I had two things that I wanted to accomplish yesterday, and I managed both of them.  The first, pictured above, and the second was to make soup.  Joey ended up taking my instruction and making the soup himself while I sat on my bed and alternated between crying and tearing my hair out by the roots.  The soup, alas, was a fail; it’s a passable broccoli cheese soup, but desperately needs some meat and something else that I haven’t figured out yet.  It also looks a little like baby vomit, so I’ll spare you a photo.

Tonight, however, was an incredible dinner win!  I found this recipe for Carne Asada on Pinterest a few days ago, and skirt steak was on sale at Aldi Sunday, so we went ahead and grabbed the rest of the ingredients and set up the crock pot this morning.

flank steak

It’s beautiful, right?  The paste on top is a mix of garlic, jalapeno, and cilantro.  In retrospect, I would’ve added the juice and zest of one lime; it needed a little tang.  Either way, it will definitely be joining the Weaver dinner rotation.  The finished product:

cooked asada

We added some steamed broccoli and ate it off my super-fancy Corelle dishes which made me feel a tiny bit like I may be succeeding at being a functional adult.

I get overwhelmed easily these days, so I’m trying to break this de-cluttering process into very small, manageable chunks.
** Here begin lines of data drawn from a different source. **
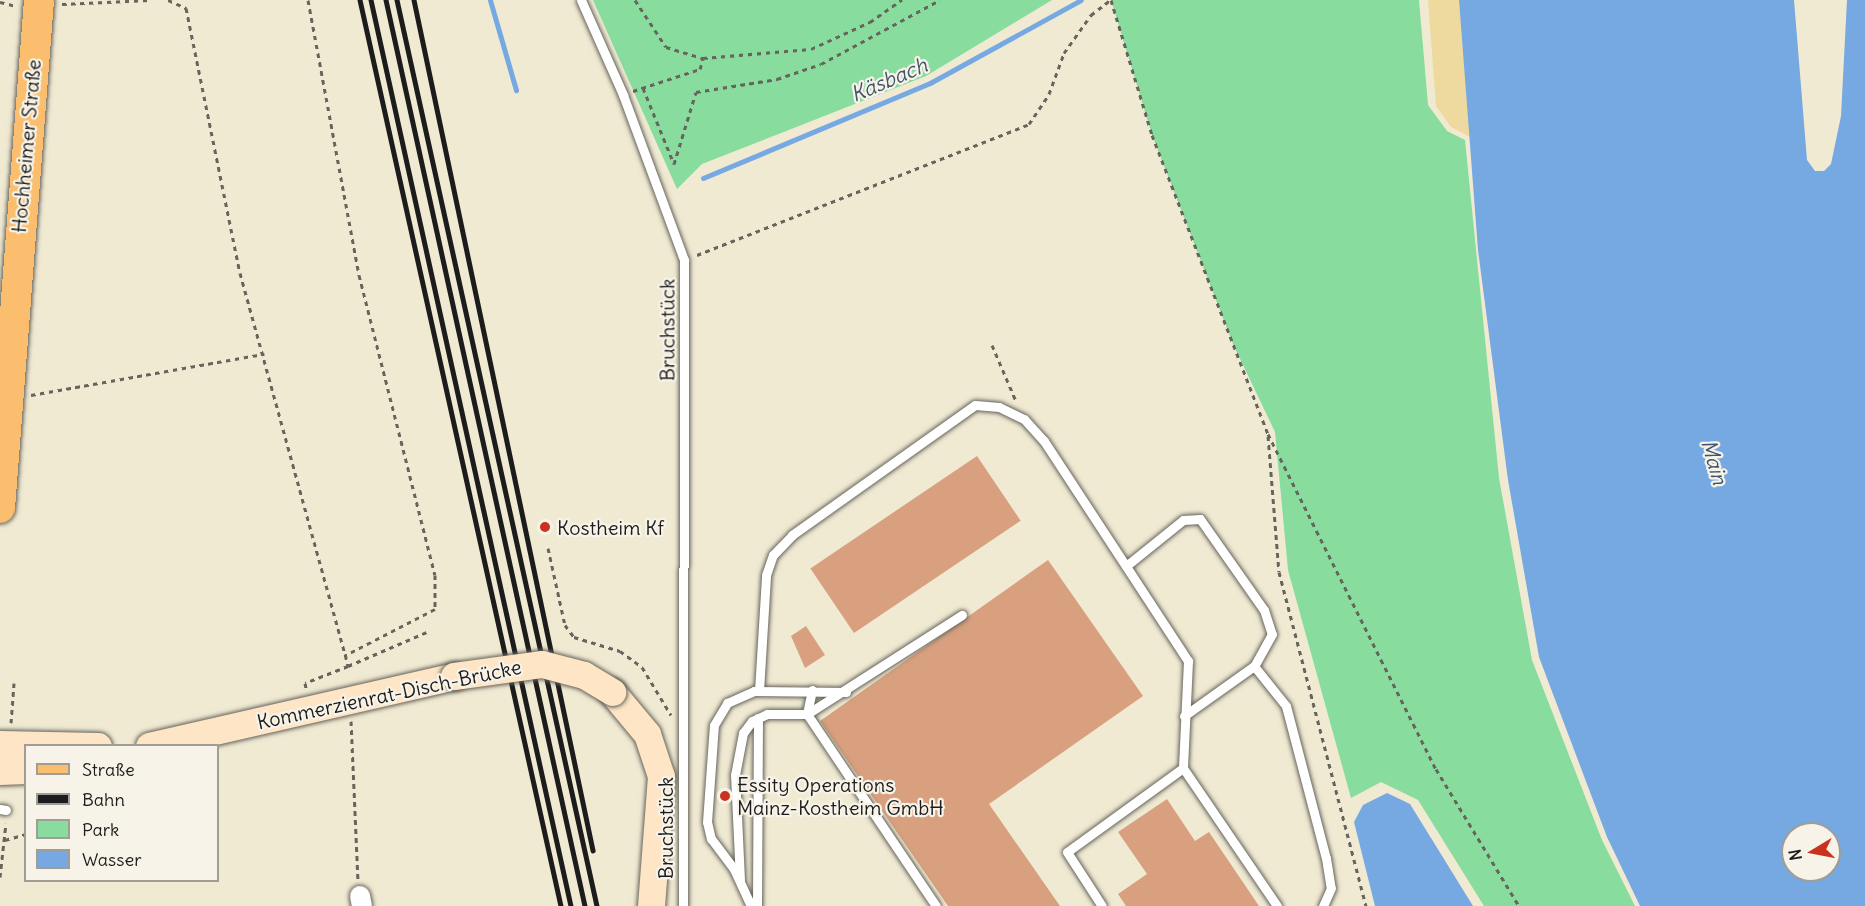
<!DOCTYPE html>
<html>
<head>
<meta charset="utf-8">
<style>
	body { margin:0 }
	#map { position:relative; width:1865px; height:906px; overflow:hidden; background:#f0ead3; font-family:Delius,sans-serif }
	div>[style] { position:absolute }
	[style*='--x'] { left:calc(var(--x)*1px); top:calc(var(--y)*1px); width:calc(var(--w)*1px); rotate:calc(var(--a)*1deg) }
	.green>* { inset:0; background:#87dc9e }
	.sand>* { inset:0; background:#eeda9e }
	.water>* { inset:0; background:#76a8e1 }
	.stream>* { height:5px; margin:-2.5px; padding:0 2.5px; transform-origin:2.5px; border-radius:2.5px; background:#76a8e1 }
	.building>* { inset:0; background:#d8a07f; transform-origin:0 0 }
	.path>* { height:3px; margin-top:-1.5px; transform-origin:0; background:repeating-linear-gradient(90deg,#66645c 0 4.5px,transparent 0 9px) }
	.roads { filter:drop-shadow(0 0 2px #66645c) drop-shadow(0 0 2px #66645c) }
	.lane>* { height:9px; margin:-4.5px; padding:0 4.5px; transform-origin:4.5px; border-radius:4.5px; background:#fff }
	.street>* { height:20px; margin:-10px; padding:0 10px; transform-origin:10px; border-radius:10px; background:#fff }
	.secondary>* { height:27px; margin:-13.5px; padding:0 13.5px; transform-origin:13.5px; border-radius:13.5px; background:#fde5c5 }
	.primary>* { height:30px; margin:-15px; padding:0 15px; transform-origin:15px; border-radius:15px; background:#fabe6e }
	.rail>* { height:4.5px; margin:-2.25px; padding:0 2.25px; transform-origin:2.25px; border-radius:2.25px; background:#1c1c1c }
	.bridges { filter:drop-shadow(0 0 2px #66645c) drop-shadow(0 0 2px #66645c) }
	.secondary-bridge>* { height:27px; margin:-13.5px; padding:0 13.5px; transform-origin:13.5px; border-radius:13.5px; background:#fde5c5 }
	.dots>* { width:16px; height:16px; translate:-50% -50%; box-sizing:border-box; border:3px solid #f7f3e8; border-radius:50% }
	span { translate:-50% -50%; white-space:nowrap; text-align:center; line-height:1.15; -webkit-text-stroke:4.5px #f7f3e8; paint-order:stroke }
	.street-label { font-size:20px; color:#1c1c1c }
	.poi-label { font-size:20px; color:#1c1c1c }
	.left { translate:0 -50%; text-align:left }
	.water-label { font-size:21px; color:#40546b; font-style:italic }
	.legend { position:absolute; left:24px; top:744px; width:195px; height:138px; box-sizing:border-box; background:#f7f3e8; border:2px solid #9f9d96; margin:0; padding:8px 10px; list-style:none; font-size:18px; color:#1c1c1c }
	.legend li { display:flex; align-items:center; gap:12px; height:30px }
	.legend b { width:30px; border:2px solid #9f9d96 }
	.north { position:absolute; left:1781px; top:822px; width:60px; height:60px; box-sizing:border-box; background:#f7f3e8; border:2px solid #9f9d96; border-radius:50%; rotate:260deg; font-size:16px; font-weight:700; line-height:24px; text-align:center; color:#1c1c1c }
	.north::after { content:''; display:block; margin:auto; width:21px; height:27px; background:#c8321e; clip-path:polygon(50% 0,100% 100%,50% 72%,0 100%) }
</style>
</head>
<body>
<div id="map">
	<div class="green">
		<div style="clip-path:polygon(593px 0,1052px 0,926px 76px,702px 164px,677px 189px)"></div>
		<div style="clip-path:polygon(1111px 0,1419px 0,1428px 105px,1447px 131px,1465px 140px,1499px 478px,1532px 660px,1602px 840px,1635px 906px,1484px 906px,1418px 800px,1381px 782px,1351px 798px,1288px 570px,1275px 432px,1233px 344px,1152px 135px)"></div>
	</div>
	<div class="sand">
		<div style="clip-path:polygon(1428px 0,1459px 0,1470px 137px,1451px 127px,1436px 106px)"></div>
	</div>
	<div class="water">
		<div style="clip-path:polygon(evenodd,1459px 0,1794px 0,1807px 160px,1815px 171px,1824px 171px,1831px 164px,1841px 116px,1847px 0,1865px 0,1865px 906px,1640px 906px,1607px 837px,1539px 657px,1508px 480px,1478px 250px,1459px 0,1793px 834px,1829px 834px,1829px 870px,1793px 870px,1793px 834px)"></div>
		<div style="clip-path:polygon(1387px 793px,1410px 804px,1473px 906px,1375px 906px,1354px 822px,1363px 805px)"></div>
	</div>
	<div class="stream">
		<div style="--x:490;--y:0;--w:94;--a:73.9"></div>
		<div style="--x:703;--y:178;--w:246;--a:-22.7"></div>
		<div style="--x:930;--y:83;--w:172;--a:-28.8"></div>
	</div>
	<div class="building">
		<div style="left:977px;top:456px;width:78px;height:201px;rotate:56deg"></div>
		<div style="clip-path:polygon(1048px 560px,1143px 696px,989px 804px,1060px 906px,948px 906px,820px 721px)"></div>
		<div style="clip-path:polygon(806px 626px,825px 655px,805px 668px,791px 636px)"></div>
		<div style="clip-path:polygon(1167px 799px,1195px 841px,1209px 832px,1259px 906px,1126px 906px,1118px 894px,1147px 874px,1118px 832px)"></div>
	</div>
	<div class="path">
		<div style="--x:168;--y:0;--w:20;--a:24"></div>
		<div style="--x:186;--y:8;--w:270;--a:78.5"></div>
		<div style="--x:240;--y:273;--w:408;--a:74.6"></div>
		<div style="--x:348;--y:666;--w:46;--a:158.4"></div>
		<div style="--x:305;--y:683;--w:5;--a:79"></div>
		<div style="--x:308;--y:0;--w:280;--a:79.5"></div>
		<div style="--x:359;--y:275;--w:309;--a:75.8"></div>
		<div style="--x:435;--y:575;--w:34;--a:90"></div>
		<div style="--x:435;--y:609;--w:102;--a:152.7"></div>
		<div style="--x:635;--y:0;--w:56;--a:56.6"></div>
		<div style="--x:666;--y:47;--w:39;--a:17"></div>
		<div style="--x:703;--y:58;--w:108;--a:-4.8"></div>
		<div style="--x:811;--y:49;--w:65;--a:-24.6"></div>
		<div style="--x:870;--y:22;--w:39;--a:-35"></div>
		<div style="--x:1111;--y:0;--w:141;--a:73.1"></div>
		<div style="--x:1152;--y:135;--w:321;--a:68.8"></div>
		<div style="--x:1268;--y:434;--w:375;--a:63.4"></div>
		<div style="--x:1436;--y:769;--w:160;--a:58.8"></div>
		<div style="--x:0;--y:2;--w:16;--a:14"></div>
		<div style="--x:62;--y:4;--w:88;--a:-2.6"></div>
		<div style="--x:643;--y:88;--w:82;--a:67.8"></div>
		<div style="--x:674;--y:164;--w:75;--a:-73"></div>
		<div style="--x:696;--y:92;--w:82;--a:-9.1"></div>
		<div style="--x:777;--y:79;--w:46;--a:-18.8"></div>
		<div style="--x:821;--y:64;--w:135;--a:-28.3"></div>
		<div style="--x:633;--y:91;--w:71;--a:-18.2"></div>
		<div style="--x:700;--y:69;--w:10;--a:-73"></div>
		<div style="--x:697;--y:255;--w:357;--a:-21.5"></div>
		<div style="--x:1029;--y:124;--w:36;--a:-56"></div>
		<div style="--x:1049;--y:94;--w:44;--a:-69.9"></div>
		<div style="--x:1064;--y:53;--w:47;--a:-54.6"></div>
		<div style="--x:1091;--y:15;--w:24;--a:-38"></div>
		<div style="--x:992;--y:345;--w:61;--a:66.8"></div>
		<div style="--x:31;--y:395;--w:237;--a:-10"></div>
		<div style="--x:1268;--y:436;--w:136;--a:85.4"></div>
		<div style="--x:1279;--y:572;--w:345;--a:75.4"></div>
		<div style="--x:548;--y:548;--w:79;--a:77.6"></div>
		<div style="--x:565;--y:625;--w:15;--a:53"></div>
		<div style="--x:574;--y:637;--w:48;--a:16.9"></div>
		<div style="--x:620;--y:651;--w:27;--a:36"></div>
		<div style="--x:642;--y:667;--w:56;--a:58.9"></div>
		<div style="--x:348;--y:666;--w:88;--a:-23.4"></div>
		<div style="--x:351;--y:721;--w:158;--a:87.5"></div>
		<div style="--x:11;--y:723;--w:40;--a:-85.7"></div>
		<div style="--x:5;--y:840;--w:22;--a:-16"></div>
		<div style="--x:0;--y:877;--w:54;--a:-83.7"></div>
	</div>
	<div class="roads">
		<div class="lane">
			<div style="--x:581;--y:0;--w:104;--a:66.1"></div>
			<div style="--x:623;--y:95;--w:176;--a:69.7"></div>
			<div style="--x:684;--y:260;--w:646;--a:90.09"></div>
			<div style="--x:1126;--y:566;--w:73;--a:-38.9"></div>
			<div style="--x:1183;--y:520;--w:17;--a:-3"></div>
			<div style="--x:1200;--y:519;--w:111;--a:54.9"></div>
			<div style="--x:1264;--y:610;--w:25;--a:72"></div>
			<div style="--x:1272;--y:634;--w:37;--a:119"></div>
			<div style="--x:1254;--y:666;--w:86;--a:144.5"></div>
			<div style="--x:1254;--y:666;--w:51;--a:51.3"></div>
			<div style="--x:1286;--y:706;--w:157;--a:75.3"></div>
			<div style="--x:1326;--y:858;--w:30;--a:81"></div>
			<div style="--x:1331;--y:888;--w:20;--a:114"></div>
			<div style="--x:812;--y:690;--w:25;--a:102"></div>
			<div style="--x:807;--y:714;--w:231;--a:56.1"></div>
			<div style="--x:759;--y:691;--w:116;--a:-86.5"></div>
			<div style="--x:766;--y:575;--w:21;--a:-71"></div>
			<div style="--x:773;--y:555;--w:28;--a:-46"></div>
			<div style="--x:792;--y:535;--w:224;--a:-35.4"></div>
			<div style="--x:975;--y:405;--w:24;--a:5"></div>
			<div style="--x:999;--y:407;--w:28;--a:26"></div>
			<div style="--x:1024;--y:419;--w:30;--a:48"></div>
			<div style="--x:1044;--y:441;--w:263;--a:56.8"></div>
			<div style="--x:1188;--y:661;--w:107;--a:92.7"></div>
			<div style="--x:1183;--y:768;--w:143;--a:144.1"></div>
			<div style="--x:1067;--y:852;--w:64;--a:57.1"></div>
			<div style="--x:1183;--y:768;--w:167;--a:55.7"></div>
			<div style="--x:0;--y:809;--w:6;--a:9"></div>
			<div style="--x:740;--y:880;--w:105;--a:-92.7"></div>
			<div style="--x:735;--y:775;--w:43;--a:-79.2"></div>
			<div style="--x:743;--y:733;--w:15;--a:-53"></div>
			<div style="--x:752;--y:721;--w:17;--a:-25"></div>
			<div style="--x:767;--y:714;--w:40;--a:0"></div>
			<div style="--x:807;--y:714;--w:184;--a:-32.6"></div>
			<div style="--x:751;--y:906;--w:41;--a:-114.7"></div>
			<div style="--x:734;--y:869;--w:38;--a:-127"></div>
			<div style="--x:711;--y:839;--w:17;--a:-103"></div>
			<div style="--x:707;--y:822;--w:97;--a:-85.9"></div>
			<div style="--x:714;--y:725;--w:26;--a:-59"></div>
			<div style="--x:727;--y:703;--w:30;--a:-24"></div>
			<div style="--x:754;--y:691;--w:92;--a:0.6"></div>
			<div style="--x:757;--y:906;--w:188;--a:-89.7"></div>
		</div>
		<div class="street">
			<div style="--x:360;--y:896;--w:10;--a:79"></div>
		</div>
		<div class="secondary">
			<div style="--x:612;--y:692;--w:55;--a:50.2"></div>
			<div style="--x:647;--y:734;--w:44;--a:71.6"></div>
			<div style="--x:661;--y:776;--w:130;--a:94.4"></div>
			<div style="--x:0;--y:744;--w:98;--a:1.2"></div>
			<div style="--x:149;--y:746;--w:313;--a:-12.9"></div>
			<div style="--x:0;--y:771;--w:26;--a:-2"></div>
		</div>
		<div class="primary">
			<div style="--x:0;--y:508;--w:509;--a:-85.61"></div>
		</div>
	</div>
	<div class="rail">
		<div style="--x:360;--y:0;--w:928;--a:77.49"></div>
		<div style="--x:371;--y:0;--w:928;--a:77.55"></div>
		<div style="--x:386;--y:0;--w:928;--a:77.61"></div>
		<div style="--x:397;--y:0;--w:928;--a:77.55"></div>
		<div style="--x:414;--y:0;--w:869;--a:78.11"></div>
	</div>
	<div class="bridges">
		<div class="secondary-bridge">
			<div style="--x:454;--y:676;--w:89;--a:-7.8"></div>
			<div style="--x:542;--y:664;--w:43;--a:14.7"></div>
			<div style="--x:584;--y:675;--w:33;--a:31"></div>
		</div>
	</div>
	<div class="dots">
		<div style="left:545px;top:527px;background:#c8321e"></div>
		<div style="left:725px;top:796px;background:#c8321e"></div>
	</div>
	<div class="street-label">
		<span style="left:26px;top:146px;rotate:-85deg">Hochheimer Straße</span>
		<span style="left:667px;top:330px;rotate:-90deg">Bruchstück</span>
		<span style="left:389px;top:694px;rotate:-12deg">Kommerzienrat-Disch-Brücke</span>
		<span style="left:665px;top:828px;rotate:-90deg">Bruchstück</span>
	</div>
	<div class="poi-label">
		<span class="left" style="left:557px;top:527px">Kostheim Kf</span>
		<span class="left" style="left:737px;top:796px">Essity Operations<br>Mainz-Kostheim GmbH</span>
	</div>
	<div class="water-label">
		<span style="left:889px;top:80px;rotate:-23deg">Käsbach</span>
		<span style="left:1714px;top:462px;rotate:74deg">Main</span>
	</div>
	<ul class="legend">
	<li><b style="height:8px;background:#fabe6e"></b>Straße</li>
	<li><b style="height:8px;background:#1c1c1c"></b>Bahn</li>
	<li><b style="height:16px;background:#87dc9e"></b>Park</li>
	<li><b style="height:16px;background:#76a8e1"></b>Wasser</li>
	</ul>
	<div class="north">N</div>
</div>
</body>
</html>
And to be entirely honest, I thought the dresser would only take one night, so I was disappointed in myself when I came to the realization after three hours that, even though the big items were handled, I’ve got tons of “little things” to still go through: cds, ear buds, lip gloss, jewelry, a thousand hair clips, pens, buttons; you know, the usual little things that most people eventually throw away.  Except I didn’t.  For, like, three years.  I used to see a therapist, and I told her many times that I just wanted to conquer the dresser.

I’m not done yet, but yesterday, I conquered the dresser.